-- Saved data entries --

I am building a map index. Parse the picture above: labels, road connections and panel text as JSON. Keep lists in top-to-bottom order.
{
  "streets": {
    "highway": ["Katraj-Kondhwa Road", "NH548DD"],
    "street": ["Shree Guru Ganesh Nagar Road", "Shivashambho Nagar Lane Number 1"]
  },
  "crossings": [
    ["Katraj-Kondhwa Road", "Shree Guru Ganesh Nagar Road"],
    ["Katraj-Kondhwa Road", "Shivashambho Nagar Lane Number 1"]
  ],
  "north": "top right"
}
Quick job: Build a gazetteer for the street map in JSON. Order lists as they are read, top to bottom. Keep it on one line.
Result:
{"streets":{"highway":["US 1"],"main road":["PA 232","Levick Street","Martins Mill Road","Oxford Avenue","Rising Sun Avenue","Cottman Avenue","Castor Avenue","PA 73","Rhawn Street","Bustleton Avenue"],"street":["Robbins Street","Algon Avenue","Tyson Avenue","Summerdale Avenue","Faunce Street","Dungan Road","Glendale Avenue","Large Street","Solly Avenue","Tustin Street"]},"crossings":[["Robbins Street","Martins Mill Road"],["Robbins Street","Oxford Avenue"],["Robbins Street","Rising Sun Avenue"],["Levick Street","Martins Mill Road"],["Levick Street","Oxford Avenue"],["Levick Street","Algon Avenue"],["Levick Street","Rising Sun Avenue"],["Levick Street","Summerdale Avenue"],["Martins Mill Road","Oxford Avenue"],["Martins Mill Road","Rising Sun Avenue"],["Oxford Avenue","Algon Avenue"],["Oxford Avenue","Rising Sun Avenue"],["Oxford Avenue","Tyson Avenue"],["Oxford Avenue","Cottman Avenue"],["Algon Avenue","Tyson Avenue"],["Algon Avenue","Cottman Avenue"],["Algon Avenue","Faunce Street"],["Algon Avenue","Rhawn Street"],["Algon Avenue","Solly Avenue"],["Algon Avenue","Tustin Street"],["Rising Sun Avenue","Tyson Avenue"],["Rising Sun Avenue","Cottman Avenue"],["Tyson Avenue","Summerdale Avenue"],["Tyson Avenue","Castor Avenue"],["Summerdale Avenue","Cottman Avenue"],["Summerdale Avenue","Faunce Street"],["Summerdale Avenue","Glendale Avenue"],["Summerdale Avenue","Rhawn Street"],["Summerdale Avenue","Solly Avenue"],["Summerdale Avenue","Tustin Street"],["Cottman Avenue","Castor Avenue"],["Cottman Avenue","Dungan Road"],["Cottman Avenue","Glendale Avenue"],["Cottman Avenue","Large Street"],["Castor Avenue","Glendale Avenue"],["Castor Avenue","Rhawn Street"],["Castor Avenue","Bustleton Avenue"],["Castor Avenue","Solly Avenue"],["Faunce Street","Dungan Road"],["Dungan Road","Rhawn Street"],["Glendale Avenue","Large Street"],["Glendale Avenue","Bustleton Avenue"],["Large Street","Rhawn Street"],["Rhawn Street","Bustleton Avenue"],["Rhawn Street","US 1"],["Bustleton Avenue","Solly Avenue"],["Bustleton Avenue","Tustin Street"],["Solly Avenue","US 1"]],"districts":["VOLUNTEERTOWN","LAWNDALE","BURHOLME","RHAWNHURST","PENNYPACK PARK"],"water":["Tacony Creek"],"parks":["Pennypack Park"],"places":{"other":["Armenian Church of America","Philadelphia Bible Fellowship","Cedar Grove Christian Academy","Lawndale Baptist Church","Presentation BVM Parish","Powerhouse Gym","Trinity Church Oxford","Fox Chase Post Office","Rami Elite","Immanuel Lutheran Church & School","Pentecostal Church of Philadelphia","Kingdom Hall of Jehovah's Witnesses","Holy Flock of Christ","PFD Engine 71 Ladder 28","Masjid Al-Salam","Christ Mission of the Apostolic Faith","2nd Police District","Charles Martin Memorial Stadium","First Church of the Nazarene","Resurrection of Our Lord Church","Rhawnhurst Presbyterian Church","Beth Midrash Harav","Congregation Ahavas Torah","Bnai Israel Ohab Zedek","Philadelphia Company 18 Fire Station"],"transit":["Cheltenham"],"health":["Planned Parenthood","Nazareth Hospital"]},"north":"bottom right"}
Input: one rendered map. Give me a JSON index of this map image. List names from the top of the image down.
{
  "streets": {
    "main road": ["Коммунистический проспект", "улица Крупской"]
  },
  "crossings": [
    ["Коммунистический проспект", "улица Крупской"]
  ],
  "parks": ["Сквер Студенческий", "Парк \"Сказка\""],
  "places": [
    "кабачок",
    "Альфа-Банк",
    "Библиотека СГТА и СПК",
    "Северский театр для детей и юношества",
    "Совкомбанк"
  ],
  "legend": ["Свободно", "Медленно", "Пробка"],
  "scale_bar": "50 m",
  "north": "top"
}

-- PROMPT --
Check each line above for the string "улица" and copy the ones that have it.

-- TASK RESPONSE --
    "main road": ["Коммунистический проспект", "улица Крупской"]
    ["Коммунистический проспект", "улица Крупской"]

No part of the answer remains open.